# Chicken Noodle Soup



## Paymaster (Jan 22, 2009)

Home made today!


----------



## sudshunter (Jan 20, 2008)

that looks awesome ! you can almost smell it...


----------



## Finger_Mullet (Aug 19, 2005)

wow222 said:


> Awesome Paymaster..at that time i am hungry and want to sip of that special soup now i am going in a dream for take the taste of this superb soup..haha..but i hope i will try this at home and i also eat only no body with me when i eat becausa its not true to share the pic of the soup because in my mouth i feel the taste of delicious soup...

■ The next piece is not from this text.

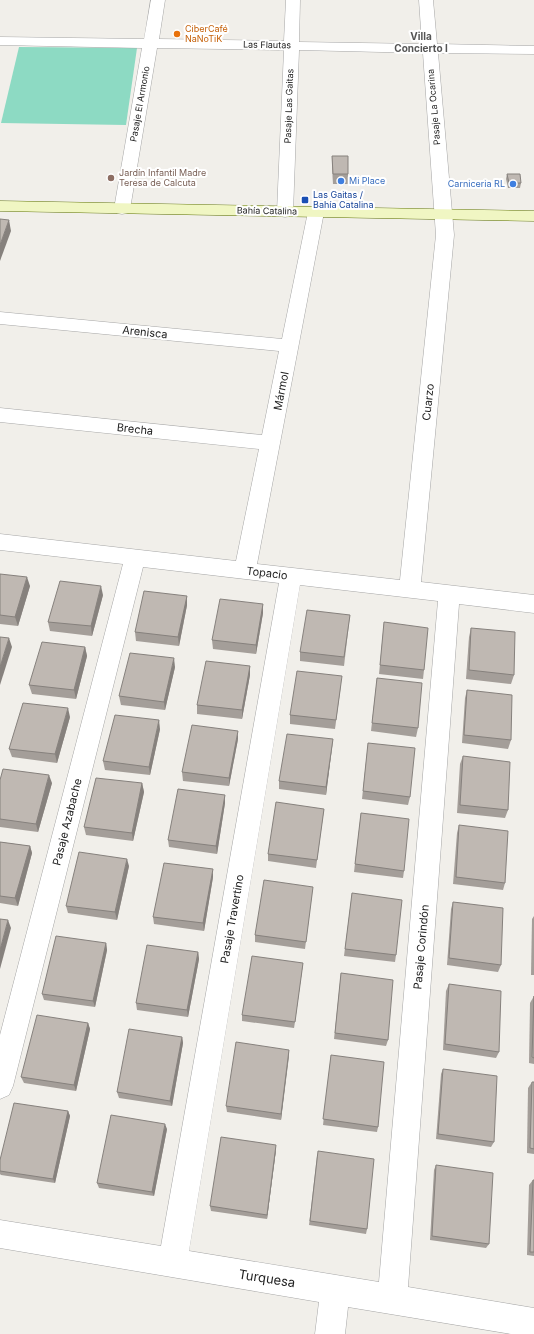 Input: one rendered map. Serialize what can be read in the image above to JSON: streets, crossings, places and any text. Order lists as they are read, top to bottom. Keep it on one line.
{"streets":{"street":["Las Flautas","Pasaje El Armonio","Pasaje Las Gaitas","Pasaje La Ocarina","Bahía Catalina","Arenisca","Mármol","Cuarzo","Brecha","Topacio","Pasaje Azabache","Pasaje Travertino","Pasaje Corindón","Turquesa"]},"crossings":[["Las Flautas","Pasaje El Armonio"],["Las Flautas","Pasaje Las Gaitas"],["Las Flautas","Pasaje La Ocarina"],["Pasaje El Armonio","Bahía Catalina"],["Pasaje Las Gaitas","Bahía Catalina"],["Pasaje La Ocarina","Bahía Catalina"],["Pasaje La Ocarina","Cuarzo"],["Bahía Catalina","Mármol"],["Bahía Catalina","Cuarzo"],["Arenisca","Mármol"],["Mármol","Brecha"],["Mármol","Topacio"],["Cuarzo","Topacio"],["Topacio","Pasaje Azabache"],["Topacio","Pasaje Travertino"],["Topacio","Pasaje Corindón"],["Pasaje Travertino","Turquesa"],["Pasaje Corindón","Turquesa"]],"districts":["Villa Concierto I"],"places":{"other":["CiberCafé NaNoTiK","Jardín Infantil Madre Teresa de Calcuta","Mi Place","Carniceria RL"],"transit":["Las Gaitas / Bahía Catalina"]}} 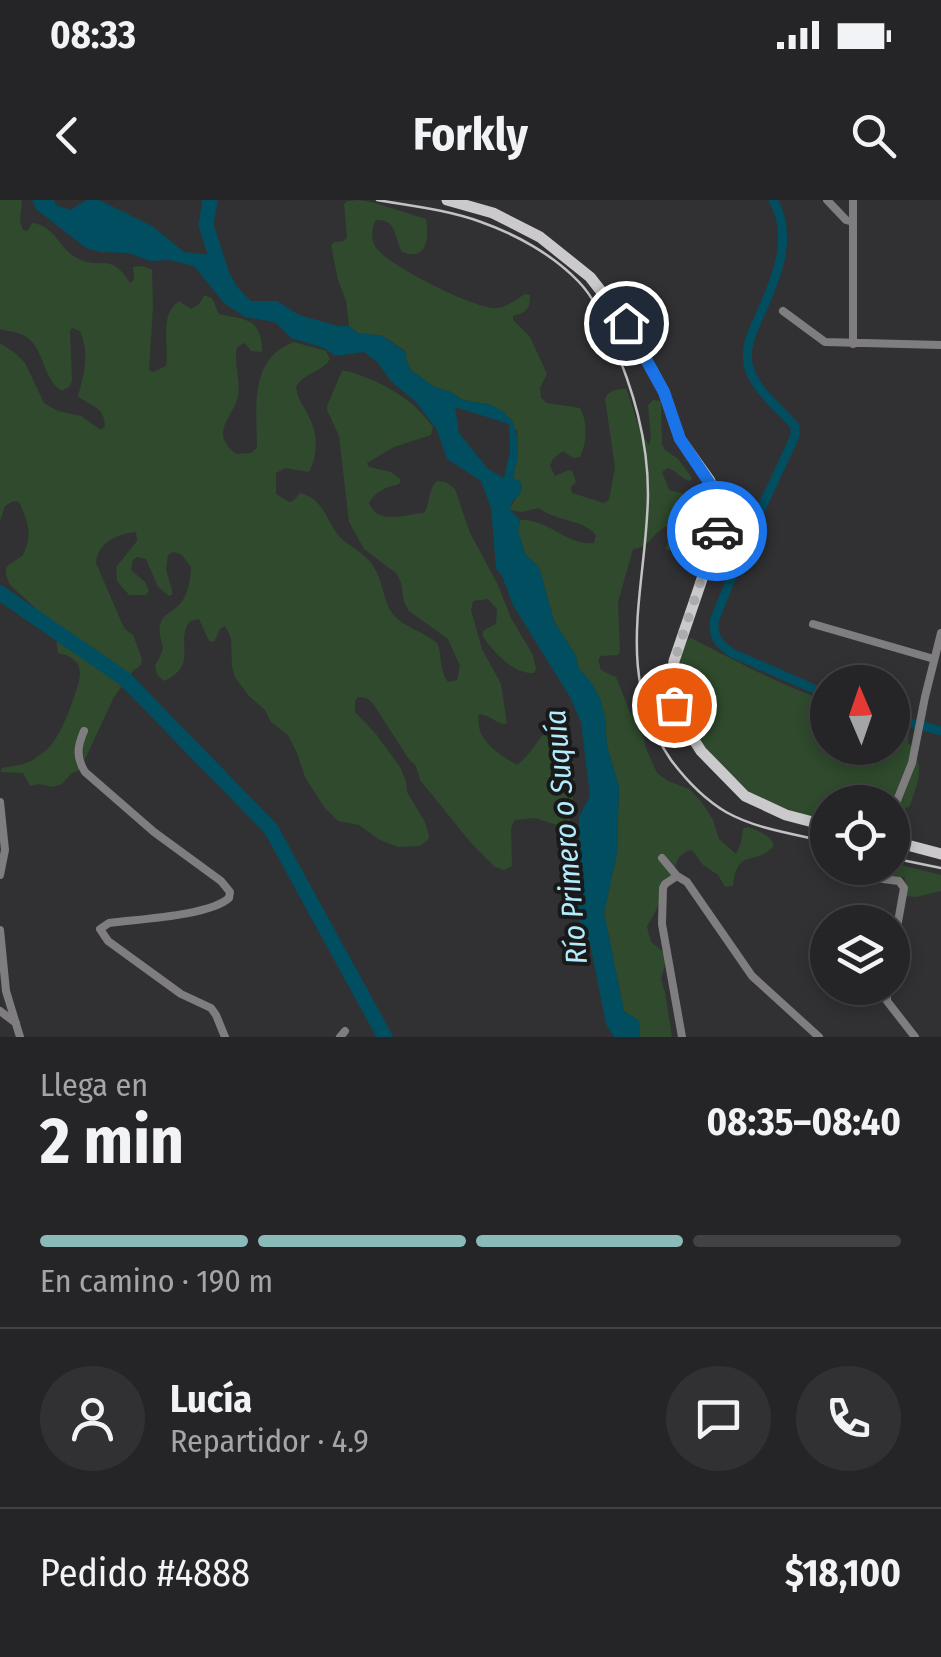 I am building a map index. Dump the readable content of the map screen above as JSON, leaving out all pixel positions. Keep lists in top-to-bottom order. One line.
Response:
{"water":["Río Primero o Suquía"],"north":"top","page":{"status":"08:33","header":"Forkly","heading":["2 min","Llega en","08:35–08:40"],"panel":["Lucía","Repartidor · 4.9","Pedido #4888","$18,100"],"bar":"En camino · 190 m"}} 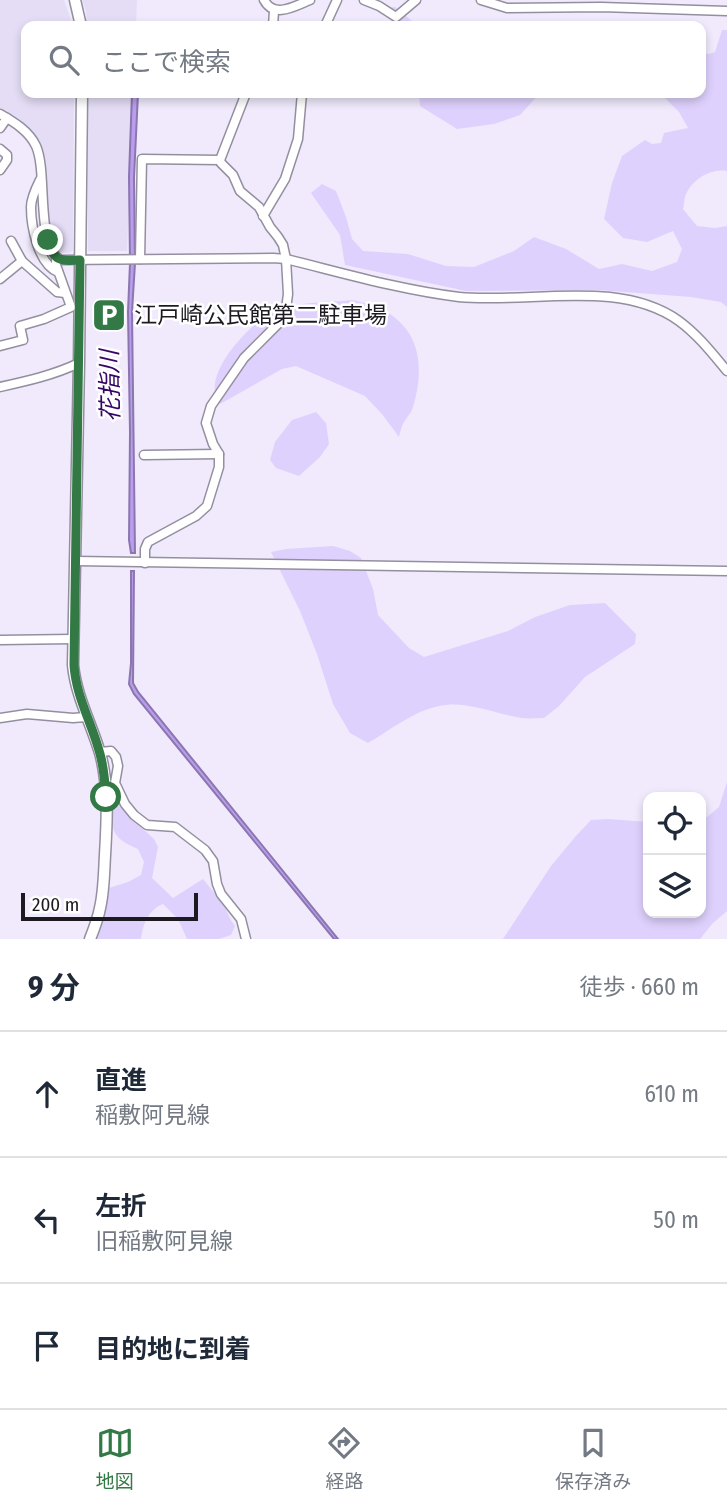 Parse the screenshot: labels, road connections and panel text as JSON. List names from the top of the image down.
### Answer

What he said............ I guess.

Darin


----------



## Peixaria (Dec 31, 2008)

Thats priceless Baby! And the soup looks good too.


----------



## RuddeDogg (Mar 20, 2004)

Looks like Boss Doggs homemade soup. She just did homemade chicken pot pie in a big ole square pan. It lasted two days.


----------



## Paymaster (Jan 22, 2009)

RuddeDogg said:


> Looks like Boss Doggs homemade soup. She just did homemade chicken pot pie in a big ole square pan. It lasted two days.


Chicken Pot Pie is a favorite around here as well. However, it would not last two days with this bunch.


----------